• **To do**:
Filter the listing below, keeping only the lines with the word "lineWidth".

• **Available data**:
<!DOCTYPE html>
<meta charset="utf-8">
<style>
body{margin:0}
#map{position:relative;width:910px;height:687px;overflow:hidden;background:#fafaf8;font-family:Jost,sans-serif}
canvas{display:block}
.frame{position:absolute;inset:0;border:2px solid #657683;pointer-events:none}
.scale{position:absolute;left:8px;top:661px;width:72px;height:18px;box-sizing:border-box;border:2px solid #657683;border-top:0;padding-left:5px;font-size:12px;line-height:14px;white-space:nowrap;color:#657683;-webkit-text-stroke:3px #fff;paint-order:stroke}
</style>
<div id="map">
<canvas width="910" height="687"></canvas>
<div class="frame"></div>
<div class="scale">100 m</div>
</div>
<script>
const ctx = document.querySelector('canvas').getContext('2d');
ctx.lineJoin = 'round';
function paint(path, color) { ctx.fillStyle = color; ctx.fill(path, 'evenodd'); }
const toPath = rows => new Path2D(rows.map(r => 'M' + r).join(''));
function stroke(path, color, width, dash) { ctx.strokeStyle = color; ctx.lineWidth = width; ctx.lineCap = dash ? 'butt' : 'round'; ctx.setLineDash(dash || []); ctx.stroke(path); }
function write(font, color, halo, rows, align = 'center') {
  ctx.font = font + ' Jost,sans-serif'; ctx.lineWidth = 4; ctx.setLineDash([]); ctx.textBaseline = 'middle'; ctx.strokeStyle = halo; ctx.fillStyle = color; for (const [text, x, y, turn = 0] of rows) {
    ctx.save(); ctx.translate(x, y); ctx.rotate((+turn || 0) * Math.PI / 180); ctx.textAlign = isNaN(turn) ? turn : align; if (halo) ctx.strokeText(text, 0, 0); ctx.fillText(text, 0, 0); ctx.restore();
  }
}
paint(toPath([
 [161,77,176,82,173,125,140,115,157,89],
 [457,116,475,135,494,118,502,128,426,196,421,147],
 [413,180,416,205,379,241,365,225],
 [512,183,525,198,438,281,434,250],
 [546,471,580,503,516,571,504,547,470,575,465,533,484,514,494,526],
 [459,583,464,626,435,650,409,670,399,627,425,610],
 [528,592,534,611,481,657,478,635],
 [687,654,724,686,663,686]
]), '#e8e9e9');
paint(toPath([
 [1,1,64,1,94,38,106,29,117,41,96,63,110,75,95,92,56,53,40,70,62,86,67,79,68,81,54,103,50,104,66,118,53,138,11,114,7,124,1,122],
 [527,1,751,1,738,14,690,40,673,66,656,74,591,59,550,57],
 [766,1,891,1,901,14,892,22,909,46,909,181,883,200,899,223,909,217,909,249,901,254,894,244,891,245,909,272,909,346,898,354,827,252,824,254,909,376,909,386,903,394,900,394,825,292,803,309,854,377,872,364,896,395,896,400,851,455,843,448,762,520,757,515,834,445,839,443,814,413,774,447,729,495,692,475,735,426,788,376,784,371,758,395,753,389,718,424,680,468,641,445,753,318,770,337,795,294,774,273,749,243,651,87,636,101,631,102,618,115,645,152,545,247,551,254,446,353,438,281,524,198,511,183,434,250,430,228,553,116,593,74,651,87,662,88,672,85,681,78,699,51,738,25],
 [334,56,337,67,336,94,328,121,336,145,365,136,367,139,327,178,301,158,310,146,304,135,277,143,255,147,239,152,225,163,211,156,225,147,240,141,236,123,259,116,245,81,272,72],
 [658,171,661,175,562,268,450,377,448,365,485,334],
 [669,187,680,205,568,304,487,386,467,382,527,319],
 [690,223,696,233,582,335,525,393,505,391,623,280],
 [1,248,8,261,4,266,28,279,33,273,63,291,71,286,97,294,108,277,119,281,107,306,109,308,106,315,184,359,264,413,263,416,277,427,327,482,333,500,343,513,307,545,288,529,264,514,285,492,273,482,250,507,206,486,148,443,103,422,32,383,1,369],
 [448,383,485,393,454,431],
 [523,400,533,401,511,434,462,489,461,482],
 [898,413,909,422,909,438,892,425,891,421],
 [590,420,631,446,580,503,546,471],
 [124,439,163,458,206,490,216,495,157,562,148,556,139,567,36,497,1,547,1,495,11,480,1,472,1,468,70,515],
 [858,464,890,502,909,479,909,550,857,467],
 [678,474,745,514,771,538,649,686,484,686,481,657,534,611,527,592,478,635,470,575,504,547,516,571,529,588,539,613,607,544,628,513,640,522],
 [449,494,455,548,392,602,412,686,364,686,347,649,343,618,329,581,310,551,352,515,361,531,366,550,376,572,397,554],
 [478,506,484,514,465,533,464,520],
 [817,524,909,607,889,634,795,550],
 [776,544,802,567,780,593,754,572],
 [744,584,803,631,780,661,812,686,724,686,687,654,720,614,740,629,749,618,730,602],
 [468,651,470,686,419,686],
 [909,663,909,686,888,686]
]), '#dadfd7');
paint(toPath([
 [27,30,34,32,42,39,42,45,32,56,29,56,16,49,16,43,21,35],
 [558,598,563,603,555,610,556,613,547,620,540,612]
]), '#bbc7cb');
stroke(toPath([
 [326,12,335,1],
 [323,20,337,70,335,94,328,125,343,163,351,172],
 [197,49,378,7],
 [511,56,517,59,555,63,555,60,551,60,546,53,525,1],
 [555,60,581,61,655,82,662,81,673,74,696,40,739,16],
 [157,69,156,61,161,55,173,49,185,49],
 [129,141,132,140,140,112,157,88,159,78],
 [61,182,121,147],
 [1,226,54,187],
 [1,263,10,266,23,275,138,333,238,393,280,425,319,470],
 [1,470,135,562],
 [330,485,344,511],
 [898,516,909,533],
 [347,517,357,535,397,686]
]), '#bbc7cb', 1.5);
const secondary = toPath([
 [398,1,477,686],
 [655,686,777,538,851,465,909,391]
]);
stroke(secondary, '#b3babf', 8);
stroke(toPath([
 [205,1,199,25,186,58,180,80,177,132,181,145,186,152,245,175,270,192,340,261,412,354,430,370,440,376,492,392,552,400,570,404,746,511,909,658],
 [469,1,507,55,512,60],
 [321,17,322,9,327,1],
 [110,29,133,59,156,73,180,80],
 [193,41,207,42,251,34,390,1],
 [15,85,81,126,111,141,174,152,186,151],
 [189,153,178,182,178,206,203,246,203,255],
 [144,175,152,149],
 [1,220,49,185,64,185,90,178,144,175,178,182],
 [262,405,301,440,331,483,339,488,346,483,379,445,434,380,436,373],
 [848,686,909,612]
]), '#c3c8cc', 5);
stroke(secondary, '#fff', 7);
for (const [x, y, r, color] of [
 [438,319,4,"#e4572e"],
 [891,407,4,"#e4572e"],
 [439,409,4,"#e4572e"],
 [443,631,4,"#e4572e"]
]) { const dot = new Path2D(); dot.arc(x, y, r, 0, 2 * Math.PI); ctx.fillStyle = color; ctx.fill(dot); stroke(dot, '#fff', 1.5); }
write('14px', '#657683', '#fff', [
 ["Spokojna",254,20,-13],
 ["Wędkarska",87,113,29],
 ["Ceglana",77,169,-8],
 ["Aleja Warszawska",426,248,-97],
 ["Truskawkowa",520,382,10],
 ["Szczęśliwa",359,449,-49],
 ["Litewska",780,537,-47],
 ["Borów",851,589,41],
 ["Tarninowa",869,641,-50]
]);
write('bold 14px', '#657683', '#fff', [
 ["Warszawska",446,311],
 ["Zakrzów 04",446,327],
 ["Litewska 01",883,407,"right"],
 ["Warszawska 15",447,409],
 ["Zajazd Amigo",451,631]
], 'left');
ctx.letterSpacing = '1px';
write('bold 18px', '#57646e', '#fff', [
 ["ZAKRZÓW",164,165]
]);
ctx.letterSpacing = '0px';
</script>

• **Exercise solution**:
function stroke(path, color, width, dash) { ctx.strokeStyle = color; ctx.lineWidth = width; ctx.lineCap = dash ? 'butt' : 'round'; ctx.setLineDash(dash || []); ctx.stroke(path); }
  ctx.font = font + ' Jost,sans-serif'; ctx.lineWidth = 4; ctx.setLineDash([]); ctx.textBaseline = 'middle'; ctx.strokeStyle = halo; ctx.fillStyle = color; for (const [text, x, y, turn = 0] of rows) {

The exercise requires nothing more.